> _DATA EXTRACTS_
◇ ◇ ◇

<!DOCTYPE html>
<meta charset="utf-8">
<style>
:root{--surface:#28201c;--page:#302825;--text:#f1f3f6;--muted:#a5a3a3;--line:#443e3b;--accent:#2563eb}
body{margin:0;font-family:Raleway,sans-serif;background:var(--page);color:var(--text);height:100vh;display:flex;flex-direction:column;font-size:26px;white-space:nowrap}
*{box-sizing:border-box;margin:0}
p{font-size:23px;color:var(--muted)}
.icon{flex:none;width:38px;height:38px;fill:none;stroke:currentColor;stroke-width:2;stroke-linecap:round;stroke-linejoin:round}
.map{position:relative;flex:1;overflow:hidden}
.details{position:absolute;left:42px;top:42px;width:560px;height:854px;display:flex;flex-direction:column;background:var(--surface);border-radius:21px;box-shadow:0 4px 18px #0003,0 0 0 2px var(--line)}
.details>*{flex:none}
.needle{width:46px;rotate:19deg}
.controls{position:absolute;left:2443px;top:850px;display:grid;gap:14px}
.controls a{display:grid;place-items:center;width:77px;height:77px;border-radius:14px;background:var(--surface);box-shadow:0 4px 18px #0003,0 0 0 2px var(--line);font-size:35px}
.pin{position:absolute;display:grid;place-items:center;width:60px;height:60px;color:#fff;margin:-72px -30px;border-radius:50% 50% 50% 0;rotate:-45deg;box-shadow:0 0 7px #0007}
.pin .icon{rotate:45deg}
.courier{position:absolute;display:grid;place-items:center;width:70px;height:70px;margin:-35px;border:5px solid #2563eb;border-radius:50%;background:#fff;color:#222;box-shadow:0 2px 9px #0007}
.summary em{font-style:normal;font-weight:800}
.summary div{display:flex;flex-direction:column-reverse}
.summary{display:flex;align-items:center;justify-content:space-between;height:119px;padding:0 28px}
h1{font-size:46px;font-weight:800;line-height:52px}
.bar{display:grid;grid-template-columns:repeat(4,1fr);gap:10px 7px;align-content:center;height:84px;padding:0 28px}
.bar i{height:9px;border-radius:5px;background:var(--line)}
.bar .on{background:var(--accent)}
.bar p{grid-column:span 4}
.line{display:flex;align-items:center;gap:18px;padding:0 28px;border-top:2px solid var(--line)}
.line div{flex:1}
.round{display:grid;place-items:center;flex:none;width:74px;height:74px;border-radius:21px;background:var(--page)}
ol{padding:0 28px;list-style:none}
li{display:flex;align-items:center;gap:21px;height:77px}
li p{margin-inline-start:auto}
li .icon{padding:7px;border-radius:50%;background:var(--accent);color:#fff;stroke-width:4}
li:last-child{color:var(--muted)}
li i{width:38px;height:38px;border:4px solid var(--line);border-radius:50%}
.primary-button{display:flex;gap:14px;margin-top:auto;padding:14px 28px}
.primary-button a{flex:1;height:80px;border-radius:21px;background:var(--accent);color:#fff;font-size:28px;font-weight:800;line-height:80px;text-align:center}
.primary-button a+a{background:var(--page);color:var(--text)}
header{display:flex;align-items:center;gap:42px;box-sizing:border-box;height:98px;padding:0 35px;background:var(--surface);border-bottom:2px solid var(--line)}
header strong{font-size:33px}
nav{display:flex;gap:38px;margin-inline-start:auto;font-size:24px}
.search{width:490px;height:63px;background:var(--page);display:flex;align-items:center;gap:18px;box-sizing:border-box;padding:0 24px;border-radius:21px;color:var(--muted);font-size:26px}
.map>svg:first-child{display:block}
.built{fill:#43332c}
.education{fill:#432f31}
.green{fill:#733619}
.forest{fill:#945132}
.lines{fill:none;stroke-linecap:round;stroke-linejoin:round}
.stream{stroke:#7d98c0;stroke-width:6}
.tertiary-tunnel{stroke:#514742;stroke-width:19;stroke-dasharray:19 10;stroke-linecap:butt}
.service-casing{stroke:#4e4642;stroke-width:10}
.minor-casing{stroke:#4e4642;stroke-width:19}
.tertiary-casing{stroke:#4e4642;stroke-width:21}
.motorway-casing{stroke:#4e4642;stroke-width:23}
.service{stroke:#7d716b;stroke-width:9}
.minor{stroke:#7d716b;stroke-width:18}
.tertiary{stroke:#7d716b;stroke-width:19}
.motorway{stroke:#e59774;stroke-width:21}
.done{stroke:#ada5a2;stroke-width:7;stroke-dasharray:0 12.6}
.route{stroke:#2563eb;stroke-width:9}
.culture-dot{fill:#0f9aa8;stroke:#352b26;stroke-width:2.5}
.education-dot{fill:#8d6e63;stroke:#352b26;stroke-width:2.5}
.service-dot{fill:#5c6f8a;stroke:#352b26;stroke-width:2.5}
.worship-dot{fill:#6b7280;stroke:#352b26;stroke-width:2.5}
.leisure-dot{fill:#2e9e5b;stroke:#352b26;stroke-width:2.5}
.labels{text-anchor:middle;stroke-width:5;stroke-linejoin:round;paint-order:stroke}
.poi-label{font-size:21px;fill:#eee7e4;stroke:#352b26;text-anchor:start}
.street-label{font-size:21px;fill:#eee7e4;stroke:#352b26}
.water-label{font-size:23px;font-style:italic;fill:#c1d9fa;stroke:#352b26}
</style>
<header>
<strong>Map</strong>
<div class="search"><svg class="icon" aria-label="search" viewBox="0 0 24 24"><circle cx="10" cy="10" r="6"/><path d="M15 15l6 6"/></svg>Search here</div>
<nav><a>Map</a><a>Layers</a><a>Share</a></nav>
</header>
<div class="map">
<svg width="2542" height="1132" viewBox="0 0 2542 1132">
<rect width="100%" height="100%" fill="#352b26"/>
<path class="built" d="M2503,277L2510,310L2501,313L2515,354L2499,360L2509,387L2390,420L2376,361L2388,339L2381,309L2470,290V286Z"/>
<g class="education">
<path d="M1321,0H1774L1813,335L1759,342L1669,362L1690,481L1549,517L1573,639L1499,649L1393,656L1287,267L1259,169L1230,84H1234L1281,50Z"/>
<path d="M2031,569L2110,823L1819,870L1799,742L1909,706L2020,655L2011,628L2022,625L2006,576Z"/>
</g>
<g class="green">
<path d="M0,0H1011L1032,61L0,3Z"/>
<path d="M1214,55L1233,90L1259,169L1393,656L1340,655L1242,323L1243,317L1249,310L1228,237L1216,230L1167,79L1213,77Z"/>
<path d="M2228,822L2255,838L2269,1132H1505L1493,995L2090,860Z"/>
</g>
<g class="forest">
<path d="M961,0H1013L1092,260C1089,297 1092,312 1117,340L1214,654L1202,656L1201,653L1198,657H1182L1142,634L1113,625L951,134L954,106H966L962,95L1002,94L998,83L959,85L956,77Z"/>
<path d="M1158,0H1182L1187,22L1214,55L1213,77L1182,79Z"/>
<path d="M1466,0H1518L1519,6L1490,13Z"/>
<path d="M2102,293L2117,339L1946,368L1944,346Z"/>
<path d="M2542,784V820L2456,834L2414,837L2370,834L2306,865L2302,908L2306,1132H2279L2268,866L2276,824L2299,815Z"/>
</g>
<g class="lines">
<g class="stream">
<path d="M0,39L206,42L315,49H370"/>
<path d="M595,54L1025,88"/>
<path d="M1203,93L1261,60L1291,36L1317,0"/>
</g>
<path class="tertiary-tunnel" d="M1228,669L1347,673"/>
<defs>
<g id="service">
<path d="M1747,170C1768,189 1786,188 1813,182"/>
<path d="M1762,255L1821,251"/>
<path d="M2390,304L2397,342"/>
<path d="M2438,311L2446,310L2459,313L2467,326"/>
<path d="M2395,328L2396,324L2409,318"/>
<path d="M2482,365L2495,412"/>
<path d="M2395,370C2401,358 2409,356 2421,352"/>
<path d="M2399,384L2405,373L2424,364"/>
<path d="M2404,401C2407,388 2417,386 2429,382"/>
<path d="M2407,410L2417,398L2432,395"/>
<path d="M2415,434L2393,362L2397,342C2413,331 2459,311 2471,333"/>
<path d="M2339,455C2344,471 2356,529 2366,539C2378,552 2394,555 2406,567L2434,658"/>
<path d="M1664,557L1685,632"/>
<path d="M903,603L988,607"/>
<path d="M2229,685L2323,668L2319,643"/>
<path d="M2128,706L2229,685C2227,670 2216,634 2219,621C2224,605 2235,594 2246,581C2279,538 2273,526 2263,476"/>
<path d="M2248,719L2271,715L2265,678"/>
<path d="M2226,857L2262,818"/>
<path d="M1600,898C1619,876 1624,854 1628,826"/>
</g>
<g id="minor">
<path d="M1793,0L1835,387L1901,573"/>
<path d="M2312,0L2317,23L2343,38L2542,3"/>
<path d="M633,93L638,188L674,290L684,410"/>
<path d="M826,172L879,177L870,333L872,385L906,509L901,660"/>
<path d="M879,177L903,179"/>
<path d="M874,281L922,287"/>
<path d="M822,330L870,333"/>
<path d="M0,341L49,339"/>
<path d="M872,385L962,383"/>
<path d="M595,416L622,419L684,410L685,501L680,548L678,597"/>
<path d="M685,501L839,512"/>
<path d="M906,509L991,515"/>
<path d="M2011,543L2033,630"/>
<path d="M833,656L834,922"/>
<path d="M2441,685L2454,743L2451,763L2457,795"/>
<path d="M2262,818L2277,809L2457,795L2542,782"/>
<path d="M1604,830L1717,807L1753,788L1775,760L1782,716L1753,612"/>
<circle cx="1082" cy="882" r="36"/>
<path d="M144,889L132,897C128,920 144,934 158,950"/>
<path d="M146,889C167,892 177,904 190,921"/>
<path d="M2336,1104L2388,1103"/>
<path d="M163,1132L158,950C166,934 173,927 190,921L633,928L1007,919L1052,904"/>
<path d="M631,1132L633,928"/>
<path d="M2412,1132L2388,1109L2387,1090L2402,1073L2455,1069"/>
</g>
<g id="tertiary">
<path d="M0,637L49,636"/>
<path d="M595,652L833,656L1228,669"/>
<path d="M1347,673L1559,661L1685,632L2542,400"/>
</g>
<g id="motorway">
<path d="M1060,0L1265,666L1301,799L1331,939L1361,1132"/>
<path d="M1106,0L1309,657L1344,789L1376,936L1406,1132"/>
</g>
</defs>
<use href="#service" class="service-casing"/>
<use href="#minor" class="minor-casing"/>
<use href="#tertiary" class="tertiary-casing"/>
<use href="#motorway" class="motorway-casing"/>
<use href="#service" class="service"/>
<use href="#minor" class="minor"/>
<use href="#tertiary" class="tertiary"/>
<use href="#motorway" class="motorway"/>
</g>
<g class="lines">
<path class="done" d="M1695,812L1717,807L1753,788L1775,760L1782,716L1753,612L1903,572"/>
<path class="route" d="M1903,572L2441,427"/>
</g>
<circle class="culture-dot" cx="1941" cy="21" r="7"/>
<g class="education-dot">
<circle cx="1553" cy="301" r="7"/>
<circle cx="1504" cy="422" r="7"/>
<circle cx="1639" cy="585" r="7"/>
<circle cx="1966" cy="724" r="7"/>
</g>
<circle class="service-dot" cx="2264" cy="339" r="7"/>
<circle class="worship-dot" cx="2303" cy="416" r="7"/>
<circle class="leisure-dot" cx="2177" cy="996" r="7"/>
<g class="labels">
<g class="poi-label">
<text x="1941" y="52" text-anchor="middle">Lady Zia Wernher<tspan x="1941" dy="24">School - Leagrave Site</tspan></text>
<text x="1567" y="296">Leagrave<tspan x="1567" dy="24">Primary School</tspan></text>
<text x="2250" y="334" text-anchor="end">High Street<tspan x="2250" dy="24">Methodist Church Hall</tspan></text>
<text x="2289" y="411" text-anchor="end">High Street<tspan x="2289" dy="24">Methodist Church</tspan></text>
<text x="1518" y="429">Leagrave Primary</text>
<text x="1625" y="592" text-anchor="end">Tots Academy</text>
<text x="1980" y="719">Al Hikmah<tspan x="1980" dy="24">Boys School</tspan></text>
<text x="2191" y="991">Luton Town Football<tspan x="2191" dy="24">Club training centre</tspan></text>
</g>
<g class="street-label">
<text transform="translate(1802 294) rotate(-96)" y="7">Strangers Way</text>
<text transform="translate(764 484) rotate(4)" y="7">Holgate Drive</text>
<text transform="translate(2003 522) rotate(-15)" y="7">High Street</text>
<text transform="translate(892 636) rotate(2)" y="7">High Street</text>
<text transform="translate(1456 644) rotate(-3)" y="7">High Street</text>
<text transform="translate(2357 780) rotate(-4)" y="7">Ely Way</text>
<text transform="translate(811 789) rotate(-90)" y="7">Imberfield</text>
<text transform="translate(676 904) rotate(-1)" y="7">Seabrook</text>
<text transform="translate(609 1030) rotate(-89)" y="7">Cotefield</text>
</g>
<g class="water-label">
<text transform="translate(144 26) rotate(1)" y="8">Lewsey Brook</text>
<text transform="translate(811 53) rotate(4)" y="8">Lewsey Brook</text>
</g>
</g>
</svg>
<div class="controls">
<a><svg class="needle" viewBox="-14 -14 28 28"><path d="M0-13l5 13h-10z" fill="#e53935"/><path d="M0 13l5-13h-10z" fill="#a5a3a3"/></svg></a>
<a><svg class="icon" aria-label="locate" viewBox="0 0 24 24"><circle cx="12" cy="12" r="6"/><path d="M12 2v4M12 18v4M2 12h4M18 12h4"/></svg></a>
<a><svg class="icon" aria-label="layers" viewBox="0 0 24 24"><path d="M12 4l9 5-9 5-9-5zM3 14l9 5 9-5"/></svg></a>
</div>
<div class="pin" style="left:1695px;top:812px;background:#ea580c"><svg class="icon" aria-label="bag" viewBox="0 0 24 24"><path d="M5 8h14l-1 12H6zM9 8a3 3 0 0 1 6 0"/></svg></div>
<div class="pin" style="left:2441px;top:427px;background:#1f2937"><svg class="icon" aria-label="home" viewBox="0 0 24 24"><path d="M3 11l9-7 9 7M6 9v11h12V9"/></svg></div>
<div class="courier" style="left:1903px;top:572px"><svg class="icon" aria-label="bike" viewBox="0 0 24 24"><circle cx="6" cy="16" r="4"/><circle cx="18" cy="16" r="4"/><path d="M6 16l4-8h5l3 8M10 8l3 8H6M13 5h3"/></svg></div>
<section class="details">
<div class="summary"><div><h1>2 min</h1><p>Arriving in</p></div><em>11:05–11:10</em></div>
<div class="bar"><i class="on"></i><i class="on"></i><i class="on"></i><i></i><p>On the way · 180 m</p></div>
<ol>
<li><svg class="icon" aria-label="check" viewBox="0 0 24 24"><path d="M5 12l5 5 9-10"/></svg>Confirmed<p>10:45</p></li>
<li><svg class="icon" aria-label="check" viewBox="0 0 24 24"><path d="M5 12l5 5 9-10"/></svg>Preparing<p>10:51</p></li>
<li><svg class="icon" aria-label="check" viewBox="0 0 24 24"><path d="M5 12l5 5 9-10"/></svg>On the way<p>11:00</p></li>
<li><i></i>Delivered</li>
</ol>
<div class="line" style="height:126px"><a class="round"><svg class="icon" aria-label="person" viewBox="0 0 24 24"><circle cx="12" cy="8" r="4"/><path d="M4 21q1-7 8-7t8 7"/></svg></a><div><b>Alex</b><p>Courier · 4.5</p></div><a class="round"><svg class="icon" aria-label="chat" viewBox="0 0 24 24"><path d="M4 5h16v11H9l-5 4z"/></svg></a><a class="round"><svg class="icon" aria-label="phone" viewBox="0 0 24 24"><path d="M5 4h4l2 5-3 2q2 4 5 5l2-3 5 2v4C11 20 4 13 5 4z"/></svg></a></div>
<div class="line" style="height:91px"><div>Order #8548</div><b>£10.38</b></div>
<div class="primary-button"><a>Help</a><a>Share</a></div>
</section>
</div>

◇ ◇ ◇

> _ABOUT THIS EXERCISE_
Beginning at the line above with "16l4-8h5l3 8M10 8l3" and finishing at the line with "<li><i></i>Delivered</li>", return each line exactly and return nothing else.

> _RESPONSE BELOW_
<div class="courier" style="left:1903px;top:572px"><svg class="icon" aria-label="bike" viewBox="0 0 24 24"><circle cx="6" cy="16" r="4"/><circle cx="18" cy="16" r="4"/><path d="M6 16l4-8h5l3 8M10 8l3 8H6M13 5h3"/></svg></div>
<section class="details">
<div class="summary"><div><h1>2 min</h1><p>Arriving in</p></div><em>11:05–11:10</em></div>
<div class="bar"><i class="on"></i><i class="on"></i><i class="on"></i><i></i><p>On the way · 180 m</p></div>
<ol>
<li><svg class="icon" aria-label="check" viewBox="0 0 24 24"><path d="M5 12l5 5 9-10"/></svg>Confirmed<p>10:45</p></li>
<li><svg class="icon" aria-label="check" viewBox="0 0 24 24"><path d="M5 12l5 5 9-10"/></svg>Preparing<p>10:51</p></li>
<li><svg class="icon" aria-label="check" viewBox="0 0 24 24"><path d="M5 12l5 5 9-10"/></svg>On the way<p>11:00</p></li>
<li><i></i>Delivered</li>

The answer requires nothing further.